Such resonant frequencies and bandwidths are often referred to collectively as formants. During sonorant speech, which is typically voiced, formants can be found as spectral prominences in a frequency representation of the speech signal. However, during non-sonorant speech, the formants cannot be found directly as spectral prominences. Because of this, the term “formants” has sometimes been interpreted as only applying to sonorant portions of speech. To avoid confusion, some researchers use the phrase “vocal tract resonance” to refer to formants that occur during both sonorant and non-sonorant speech. In both cases, the resonance is related to only the oral tract portion of the vocal tract.
To detect formants, systems of the prior art analyzed the spectral content of a frame of the speech signal. Since a formant can be at any frequency, the prior art has attempted to limit the search space before identifying a most likely formant value. Under some systems of the prior art, the search space of possible formants is reduced by identifying peaks in the spectral content of the frame. Typically, this is done by using linear predictive coding (LPC) which attempts to find a polynomial that represents the spectral content of a frame of the speech signal. Each of the roots of this polynomial represents a possible resonant frequency in the signal and thus a possible formant. Thus, using LPC, the search space is reduced to those frequencies that form roots of the LPC polynomial.

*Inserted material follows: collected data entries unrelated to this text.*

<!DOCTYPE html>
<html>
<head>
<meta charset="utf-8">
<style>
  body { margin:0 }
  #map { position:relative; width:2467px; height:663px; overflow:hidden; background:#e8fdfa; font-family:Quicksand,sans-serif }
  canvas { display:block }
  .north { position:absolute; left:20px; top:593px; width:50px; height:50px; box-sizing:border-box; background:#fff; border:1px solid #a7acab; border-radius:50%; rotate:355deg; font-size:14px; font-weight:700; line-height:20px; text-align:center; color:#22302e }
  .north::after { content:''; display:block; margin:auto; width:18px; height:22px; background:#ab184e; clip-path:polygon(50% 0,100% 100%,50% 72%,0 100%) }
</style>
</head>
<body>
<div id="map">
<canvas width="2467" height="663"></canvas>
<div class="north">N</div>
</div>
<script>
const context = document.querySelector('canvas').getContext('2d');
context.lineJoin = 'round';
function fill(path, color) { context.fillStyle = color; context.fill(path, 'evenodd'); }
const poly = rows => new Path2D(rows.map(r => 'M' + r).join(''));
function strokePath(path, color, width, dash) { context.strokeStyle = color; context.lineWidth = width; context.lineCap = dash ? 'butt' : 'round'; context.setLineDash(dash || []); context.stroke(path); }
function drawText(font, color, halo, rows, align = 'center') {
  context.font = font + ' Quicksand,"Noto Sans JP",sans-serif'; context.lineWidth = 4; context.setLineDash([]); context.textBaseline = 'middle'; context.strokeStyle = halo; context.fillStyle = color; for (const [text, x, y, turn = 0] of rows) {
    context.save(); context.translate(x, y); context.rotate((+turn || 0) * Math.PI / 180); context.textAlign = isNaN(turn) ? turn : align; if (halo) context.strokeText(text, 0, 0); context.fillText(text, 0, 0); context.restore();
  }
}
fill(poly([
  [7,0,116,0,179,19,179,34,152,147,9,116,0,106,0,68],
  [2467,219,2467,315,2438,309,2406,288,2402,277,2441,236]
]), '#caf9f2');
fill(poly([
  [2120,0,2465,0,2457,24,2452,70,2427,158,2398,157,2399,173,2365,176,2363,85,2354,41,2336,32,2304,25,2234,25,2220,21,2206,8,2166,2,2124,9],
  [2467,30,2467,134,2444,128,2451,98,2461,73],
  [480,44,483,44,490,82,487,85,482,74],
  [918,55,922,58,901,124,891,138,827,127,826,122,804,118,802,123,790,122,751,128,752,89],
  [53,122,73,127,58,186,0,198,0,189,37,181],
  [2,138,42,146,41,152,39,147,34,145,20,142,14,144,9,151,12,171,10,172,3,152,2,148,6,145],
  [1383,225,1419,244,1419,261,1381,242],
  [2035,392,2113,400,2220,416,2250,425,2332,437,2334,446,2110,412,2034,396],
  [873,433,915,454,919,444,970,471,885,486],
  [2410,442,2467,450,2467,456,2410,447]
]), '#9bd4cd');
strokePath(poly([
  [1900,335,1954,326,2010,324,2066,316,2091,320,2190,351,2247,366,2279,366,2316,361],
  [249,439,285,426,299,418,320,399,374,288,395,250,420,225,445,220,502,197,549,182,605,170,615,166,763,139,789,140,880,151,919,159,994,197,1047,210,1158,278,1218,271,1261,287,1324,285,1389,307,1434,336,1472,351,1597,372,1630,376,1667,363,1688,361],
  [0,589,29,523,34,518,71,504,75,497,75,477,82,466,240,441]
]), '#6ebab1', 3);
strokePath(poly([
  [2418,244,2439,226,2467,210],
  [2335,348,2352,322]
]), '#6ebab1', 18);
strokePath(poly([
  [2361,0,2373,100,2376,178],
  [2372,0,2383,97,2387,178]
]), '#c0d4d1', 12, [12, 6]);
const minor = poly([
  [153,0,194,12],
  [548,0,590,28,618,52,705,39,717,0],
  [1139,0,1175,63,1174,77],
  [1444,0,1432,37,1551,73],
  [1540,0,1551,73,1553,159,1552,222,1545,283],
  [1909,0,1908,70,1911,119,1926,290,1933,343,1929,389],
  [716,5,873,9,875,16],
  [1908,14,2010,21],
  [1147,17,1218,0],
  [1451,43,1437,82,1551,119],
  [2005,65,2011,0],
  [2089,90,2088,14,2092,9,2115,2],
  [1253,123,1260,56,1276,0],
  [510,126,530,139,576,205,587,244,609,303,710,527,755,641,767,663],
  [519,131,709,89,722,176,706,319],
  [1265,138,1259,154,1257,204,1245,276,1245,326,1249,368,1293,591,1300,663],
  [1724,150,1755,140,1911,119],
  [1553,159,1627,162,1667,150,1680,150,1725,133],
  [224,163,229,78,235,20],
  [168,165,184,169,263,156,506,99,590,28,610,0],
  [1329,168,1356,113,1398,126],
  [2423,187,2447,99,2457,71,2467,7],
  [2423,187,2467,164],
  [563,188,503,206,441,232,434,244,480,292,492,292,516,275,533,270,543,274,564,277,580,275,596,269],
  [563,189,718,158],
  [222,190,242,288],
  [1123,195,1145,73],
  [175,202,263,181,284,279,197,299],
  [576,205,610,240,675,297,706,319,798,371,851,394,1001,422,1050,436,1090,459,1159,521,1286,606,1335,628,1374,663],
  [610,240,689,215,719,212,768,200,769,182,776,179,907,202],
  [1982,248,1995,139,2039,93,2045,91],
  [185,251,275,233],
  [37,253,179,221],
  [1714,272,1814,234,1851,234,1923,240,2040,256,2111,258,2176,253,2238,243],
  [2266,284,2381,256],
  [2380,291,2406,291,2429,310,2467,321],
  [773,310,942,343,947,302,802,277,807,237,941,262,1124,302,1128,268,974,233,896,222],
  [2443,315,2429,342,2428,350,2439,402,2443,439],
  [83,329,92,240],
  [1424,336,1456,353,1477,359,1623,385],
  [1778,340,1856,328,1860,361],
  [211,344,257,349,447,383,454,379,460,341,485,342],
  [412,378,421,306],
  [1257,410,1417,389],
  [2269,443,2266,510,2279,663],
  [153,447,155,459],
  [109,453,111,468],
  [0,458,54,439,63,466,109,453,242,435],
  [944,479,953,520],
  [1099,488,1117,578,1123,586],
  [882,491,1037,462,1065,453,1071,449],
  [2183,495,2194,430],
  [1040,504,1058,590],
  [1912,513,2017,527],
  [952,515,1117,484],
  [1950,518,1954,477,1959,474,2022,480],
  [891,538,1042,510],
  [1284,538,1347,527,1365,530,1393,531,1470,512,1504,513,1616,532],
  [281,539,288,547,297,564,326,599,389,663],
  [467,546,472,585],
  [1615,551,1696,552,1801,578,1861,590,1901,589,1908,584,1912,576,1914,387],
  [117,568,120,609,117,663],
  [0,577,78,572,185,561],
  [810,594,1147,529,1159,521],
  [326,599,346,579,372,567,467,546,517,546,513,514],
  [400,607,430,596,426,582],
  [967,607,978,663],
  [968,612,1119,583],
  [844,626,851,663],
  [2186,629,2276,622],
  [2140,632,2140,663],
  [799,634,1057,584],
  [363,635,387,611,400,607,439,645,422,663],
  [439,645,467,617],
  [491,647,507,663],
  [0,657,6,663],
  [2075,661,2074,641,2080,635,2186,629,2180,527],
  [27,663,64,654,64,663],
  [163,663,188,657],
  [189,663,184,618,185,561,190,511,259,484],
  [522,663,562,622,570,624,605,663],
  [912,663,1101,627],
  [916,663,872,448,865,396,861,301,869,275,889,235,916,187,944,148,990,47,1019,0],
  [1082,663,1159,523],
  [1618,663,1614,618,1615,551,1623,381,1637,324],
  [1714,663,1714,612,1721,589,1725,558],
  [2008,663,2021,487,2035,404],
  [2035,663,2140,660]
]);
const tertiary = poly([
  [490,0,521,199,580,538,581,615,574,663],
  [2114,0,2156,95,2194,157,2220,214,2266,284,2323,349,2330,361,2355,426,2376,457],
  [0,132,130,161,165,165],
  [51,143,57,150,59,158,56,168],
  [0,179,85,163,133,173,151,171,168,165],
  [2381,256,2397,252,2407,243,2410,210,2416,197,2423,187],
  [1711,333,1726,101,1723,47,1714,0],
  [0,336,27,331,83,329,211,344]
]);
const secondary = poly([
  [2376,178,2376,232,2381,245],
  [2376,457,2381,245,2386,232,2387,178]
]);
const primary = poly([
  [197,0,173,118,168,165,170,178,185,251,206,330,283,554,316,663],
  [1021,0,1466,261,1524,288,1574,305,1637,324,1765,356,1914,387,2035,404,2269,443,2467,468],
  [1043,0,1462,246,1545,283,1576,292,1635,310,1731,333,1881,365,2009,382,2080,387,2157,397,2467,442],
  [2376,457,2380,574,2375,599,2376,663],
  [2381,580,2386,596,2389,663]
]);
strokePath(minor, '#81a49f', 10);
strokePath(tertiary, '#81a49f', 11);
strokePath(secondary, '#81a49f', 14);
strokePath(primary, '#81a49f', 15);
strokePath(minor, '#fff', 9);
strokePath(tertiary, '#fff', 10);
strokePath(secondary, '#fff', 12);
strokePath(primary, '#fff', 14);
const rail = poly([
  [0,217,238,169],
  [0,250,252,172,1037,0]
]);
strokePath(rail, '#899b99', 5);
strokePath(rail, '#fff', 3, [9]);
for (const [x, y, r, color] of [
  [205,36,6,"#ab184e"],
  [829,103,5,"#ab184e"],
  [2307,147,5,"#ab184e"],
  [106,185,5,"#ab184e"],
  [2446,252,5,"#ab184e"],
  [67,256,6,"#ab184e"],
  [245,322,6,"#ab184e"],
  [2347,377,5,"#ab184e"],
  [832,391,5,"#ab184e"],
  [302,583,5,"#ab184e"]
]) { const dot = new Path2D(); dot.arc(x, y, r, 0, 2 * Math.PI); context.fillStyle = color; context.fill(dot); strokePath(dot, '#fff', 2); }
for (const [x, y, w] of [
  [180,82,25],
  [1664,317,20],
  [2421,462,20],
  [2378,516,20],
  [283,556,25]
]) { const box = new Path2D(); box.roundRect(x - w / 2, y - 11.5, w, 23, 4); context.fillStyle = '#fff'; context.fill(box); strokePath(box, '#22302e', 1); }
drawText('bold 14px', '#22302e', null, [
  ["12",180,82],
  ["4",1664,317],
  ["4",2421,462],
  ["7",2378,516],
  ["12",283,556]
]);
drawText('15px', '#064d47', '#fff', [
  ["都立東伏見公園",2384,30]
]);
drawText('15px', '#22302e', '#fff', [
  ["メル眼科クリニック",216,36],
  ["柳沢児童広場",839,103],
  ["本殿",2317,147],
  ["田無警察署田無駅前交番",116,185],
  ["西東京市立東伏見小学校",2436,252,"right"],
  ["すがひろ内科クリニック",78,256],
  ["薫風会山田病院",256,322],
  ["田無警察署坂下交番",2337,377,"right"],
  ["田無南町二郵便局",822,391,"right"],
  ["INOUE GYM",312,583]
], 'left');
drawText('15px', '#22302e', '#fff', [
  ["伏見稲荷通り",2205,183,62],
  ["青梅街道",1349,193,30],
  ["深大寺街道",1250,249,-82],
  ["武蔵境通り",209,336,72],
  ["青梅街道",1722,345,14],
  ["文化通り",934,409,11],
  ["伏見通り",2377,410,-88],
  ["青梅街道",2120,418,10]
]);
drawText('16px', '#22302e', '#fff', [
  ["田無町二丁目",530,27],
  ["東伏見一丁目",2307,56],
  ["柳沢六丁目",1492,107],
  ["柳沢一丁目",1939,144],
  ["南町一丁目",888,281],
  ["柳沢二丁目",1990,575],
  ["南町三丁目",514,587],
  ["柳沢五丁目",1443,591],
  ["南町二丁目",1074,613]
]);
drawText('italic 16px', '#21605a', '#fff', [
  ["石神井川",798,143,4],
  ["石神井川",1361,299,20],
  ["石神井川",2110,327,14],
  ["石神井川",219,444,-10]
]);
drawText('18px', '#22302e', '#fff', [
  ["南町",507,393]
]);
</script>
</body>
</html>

In other formant tracking systems of the prior art, the search space is reduced by comparing the spectral content of the frame to a set of spectral templates in which formants have been identified by an expert. The closest “n” templates are then selected and used to calculate the formants for the frame. Thus, these systems reduce the search space to those formants associated with the closest templates.
One system of the prior art, developed by the same inventors as the present invention, used a consistent search space that was the same for each frame of an input signal. Each set of formants in the search space was mapped into a feature vector. Each of the feature vectors was then applied to a model to determine which set of formants was most likely.
This system works well but is computationally expensive because it typically utilizes Mel-Frequency Cepstral Coefficient frequency vectors, which require the application of a set of frequencies to a complex filter that is based on all of the formants in the set of formants that is being mapped followed by a windowing step and a discrete cosine transform step in order to map the formants into the feature vectors. This computation was too time-consuming to be performed at run time and thus all of the sets of formants had to be mapped before run time and the mapped feature vectors had to be stored in a large table. This is less than ideal because it requires a substantial amount of memory to store all of the mapped feature vectors.
In another system developed by the present inventors, a set of discrete vocal tract resonance vectors are stored in a codebook. Each of the discrete vectors is converted into a simulated feature vector that is compared to an input feature vector to determine which discrete vector best represents an input speech signal. This system is less than ideal because it does not determine continuous values for the vocal tract resonance vectors but instead selects one of the discrete vocal tract resonance codewords.
A method and apparatus tracks vocal tract resonance components in a speech signal. The components are tracked by defining a state equation that is linear with respect to a past vocal tract resonance vector and that predicts a current vocal tract resonance vector. An observation equation is also defined that is linear with respect to a current vocal tract resonance vector and that predicts at least one component of an observation vector. The state equation, the observation equation, and a sequence of observation vectors are used to identify a sequence of vocal tract resonance vectors. Under one embodiment, the observation equation is defined based on a linear approximation to a non-linear function. The parameters of the linear approximation are selected based on an estimate of a vocal tract resonance vector.
The invention is operational with numerous other general purpose or special purpose computing system environments or configurations. Examples of well-known computing systems, environments, and/or configurations that may be suitable for use with the invention include, but are not limited to, personal computers, server computers, hand-held or laptop devices, multiprocessor systems, microprocessor-based systems, set top boxes, programmable consumer electronics, network PCs, minicomputers, mainframe computers, telephony systems, distributed computing environments that include any of the above systems or devices, and the like.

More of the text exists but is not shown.